== Exercise instructions ==
Reproduce the records below exactly, but only between the lines holding "return path;" and "c.translate(x, y);", inclusive.

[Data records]

==*==

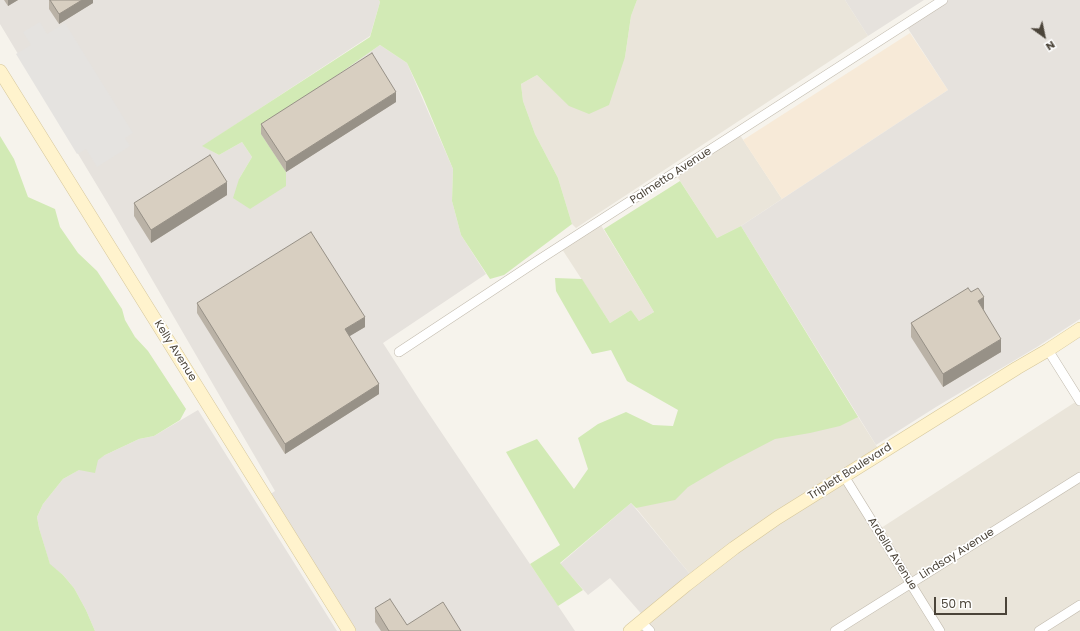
<!DOCTYPE html>
<html>
<head>
<meta charset="utf-8">
<style>
	body { margin:0 }
	#map { position:relative; width:1080px; height:631px; overflow:hidden; background:#f6f3ec; font-family:Poppins,sans-serif }
	canvas { display:block }
	.north { position:absolute; left:1024px; top:16px; width:40px; height:40px; -webkit-text-stroke:3px #fff; paint-order:stroke; rotate:147deg; font-size:11px; font-weight:700; line-height:16px; text-align:center; color:#4b4439 }
	.north::after { content:''; display:block; margin:auto; width:14px; height:18px; background:#4b4439; clip-path:polygon(50% 0,100% 100%,50% 72%,0 100%) }
	.scale { position:absolute; left:934px; top:597px; width:73px; height:18px; box-sizing:border-box; border:2px solid #4b4439; border-top:0; padding-left:5px; font-size:12px; line-height:14px; white-space:nowrap; color:#4b4439; -webkit-text-stroke:3px #fff; paint-order:stroke }
</style>
</head>
<body>
<div id="map">
<canvas width="1080" height="631"></canvas>
<div class="north">N</div>
<div class="scale">50 m</div>
</div>
<script>
const c = document.querySelector('canvas').getContext('2d');
c.lineJoin = 'round';
function paint(path, color) {
  c.fillStyle = color;
  c.fill(path, 'evenodd');
}
function poly(rows) {
  const path = new Path2D();
  for (const r of rows) {
    path.moveTo(r[0], r[1]);
    for (let i = 2; i < r.length; i += 2) path.lineTo(r[i], r[i + 1]);
  }
  return path;
}
function strokePath(path, color, width, dash) {
  c.strokeStyle = color;
  c.lineWidth = width;
  c.lineCap = dash ? 'butt' : 'round';
  c.setLineDash(dash || []);
  c.stroke(path);
}
function write(font, color, halo, rows, align = 'center') {
  c.font = font + ' Poppins,sans-serif';
  c.lineWidth = 3.5;
  c.setLineDash([]);
  c.textBaseline = 'middle';
  c.strokeStyle = halo;
  c.fillStyle = color;
  for (const [text, x, y, turn = 0] of rows) {
    c.save();
    c.translate(x, y);
    c.rotate((+turn || 0) * Math.PI / 180);
    c.textAlign = isNaN(turn) ? turn : align;
    if (halo) c.strokeText(text, 0, 0);
    c.fillText(text, 0, 0);
    c.restore();
  }
}
paint(poly([
	[637,0,845,0,868,36,576,228,572,224,558,178,535,134,523,101,521,84,537,75,569,105,625,57,631,16],
	[738,132,782,199,741,226,717,238,675,173],
	[599,222,654,312,639,321,631,310,610,323,560,246],
	[841,390,881,453,844,476,878,530,1080,399,1080,631,650,631,641,622,694,579,636,508]
]), '#eae5da');
paint(poly([
	[910,33,948,90,782,199,743,140]
]), '#f7ead8');
paint(poly([
	[0,0,379,0,380,2,370,36,203,146,219,155,242,142,252,157,239,179,250,209,261,134,309,95,380,45,407,63,453,169,452,201,461,235,486,274,383,343,421,402,575,631,349,631,266,497,275,491,110,207,0,24],
	[845,0,924,0,868,36],
	[943,0,1080,0,1080,319,1037,347,936,407,876,445,741,226,948,90,905,24],
	[198,410,337,631,95,631,86,610,74,588,63,575,50,565,39,528,37,517,43,504,63,479,105,455,139,439,154,436],
	[631,503,694,579,645,618,610,578,588,595,560,564]
]), '#e6e2dd');
paint(poly([
	[379,0,637,0,631,16,625,57,609,105,589,114,569,106,537,75,521,84,523,101,535,134,558,178,572,224,504,275,490,279,461,235,452,201,453,169,423,97,407,63,380,45,309,95,261,134,286,172,286,186,250,209,233,198,239,179,252,157,242,142,219,155,202,146,370,37,380,2],
	[0,136,14,159,28,197,55,209,60,227,78,253,97,271,122,309,125,320,135,337,148,351,186,409,180,420,154,436,139,439,105,455,98,460,95,473,79,470,63,479,43,504,37,517,39,528,50,564,63,575,74,588,86,610,95,631,0,631],
	[680,181,717,238,741,226,858,417,840,426,810,433,775,439,727,464,688,487,675,500,636,508,631,503,560,563,583,590,558,606,530,564,560,545,506,452,537,439,574,489,588,469,578,438,598,424,626,412,653,425,673,426,678,410,627,381,611,350,592,354,556,291,555,278,582,279,610,323,631,310,639,321,654,312,604,229]
]), '#d2eab5');
paint(poly([
	[40,22,47,34,65,23,133,133,125,138,130,146,97,167,86,149,77,154,16,54,31,45,23,32]
]), '#e5e3e0');
const minor = poly([
	[1048,350,1080,401],
	[399,352,537,261,943,0],
	[844,476,940,631],
	[641,622,650,631],
	[835,631,1080,477],
	[1039,631,1080,605]
]);
const secondary = poly([
	[0,71,349,631],
	[630,631,686,585,734,548,777,518,1017,368,1048,350,1080,329]
]);
strokePath(minor, '#c2bbae', 10);
strokePath(secondary, '#d6c79b', 14);
strokePath(minor, '#fff', 9);
strokePath(secondary, '#fff3cd', 13);
paint(poly([
	[4,0,18,0,8,6],
	[49,0,93,0,93,3,59,24,49,9],
	[396,102,286,172,261,134,261,124],
	[227,195,151,243,134,216,134,203],
	[197,303,365,327,349,336,379,394,285,454,197,313],
	[984,310,1001,352,943,387,911,337,911,323],
	[375,608,407,625,461,631,381,631,375,622]
]), '#bab2a6');
paint(poly([
	[8,0,18,0,8,6],
	[82,0,93,0,93,3,59,24,59,14],
	[396,92,396,102,286,172,286,162],
	[227,182,227,195,151,243,151,230],
	[984,297,984,311,978,301],
	[365,317,365,327,345,339,345,329],
	[1001,339,1001,352,943,387,943,374],
	[379,384,379,394,285,454,285,444]
]), '#979187');
const building = poly([
	[50,0,82,0,59,14,50,0],
	[372,53,396,92,286,162,261,124,372,53],
	[210,155,227,182,151,230,134,203,210,155],
	[311,232,365,317,345,329,379,384,285,444,197,303,311,232],
	[968,288,971,292,978,288,984,297,978,301,1001,339,943,374,911,323,968,288],
	[390,599,407,625,443,602,461,631,389,631,375,608,390,599]
]);
paint(building, '#d8cfc1');
strokePath(building, '#979187', 1);
write('11px', '#4b4439', '#fff', [
	["Palmetto Avenue",671,176,-33],
	["Kelly Avenue",175,351,58],
	["Triplett Boulevard",850,472,-32],
	["Ardella Avenue",892,554,58],
	["Lindsay Avenue",957,554,-32]
]);
</script>
</body>
</html>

==*==

== Solution for this task ==
  return path;
}
function strokePath(path, color, width, dash) {
  c.strokeStyle = color;
  c.lineWidth = width;
  c.lineCap = dash ? 'butt' : 'round';
  c.setLineDash(dash || []);
  c.stroke(path);
}
function write(font, color, halo, rows, align = 'center') {
  c.font = font + ' Poppins,sans-serif';
  c.lineWidth = 3.5;
  c.setLineDash([]);
  c.textBaseline = 'middle';
  c.strokeStyle = halo;
  c.fillStyle = color;
  for (const [text, x, y, turn = 0] of rows) {
    c.save();
    c.translate(x, y);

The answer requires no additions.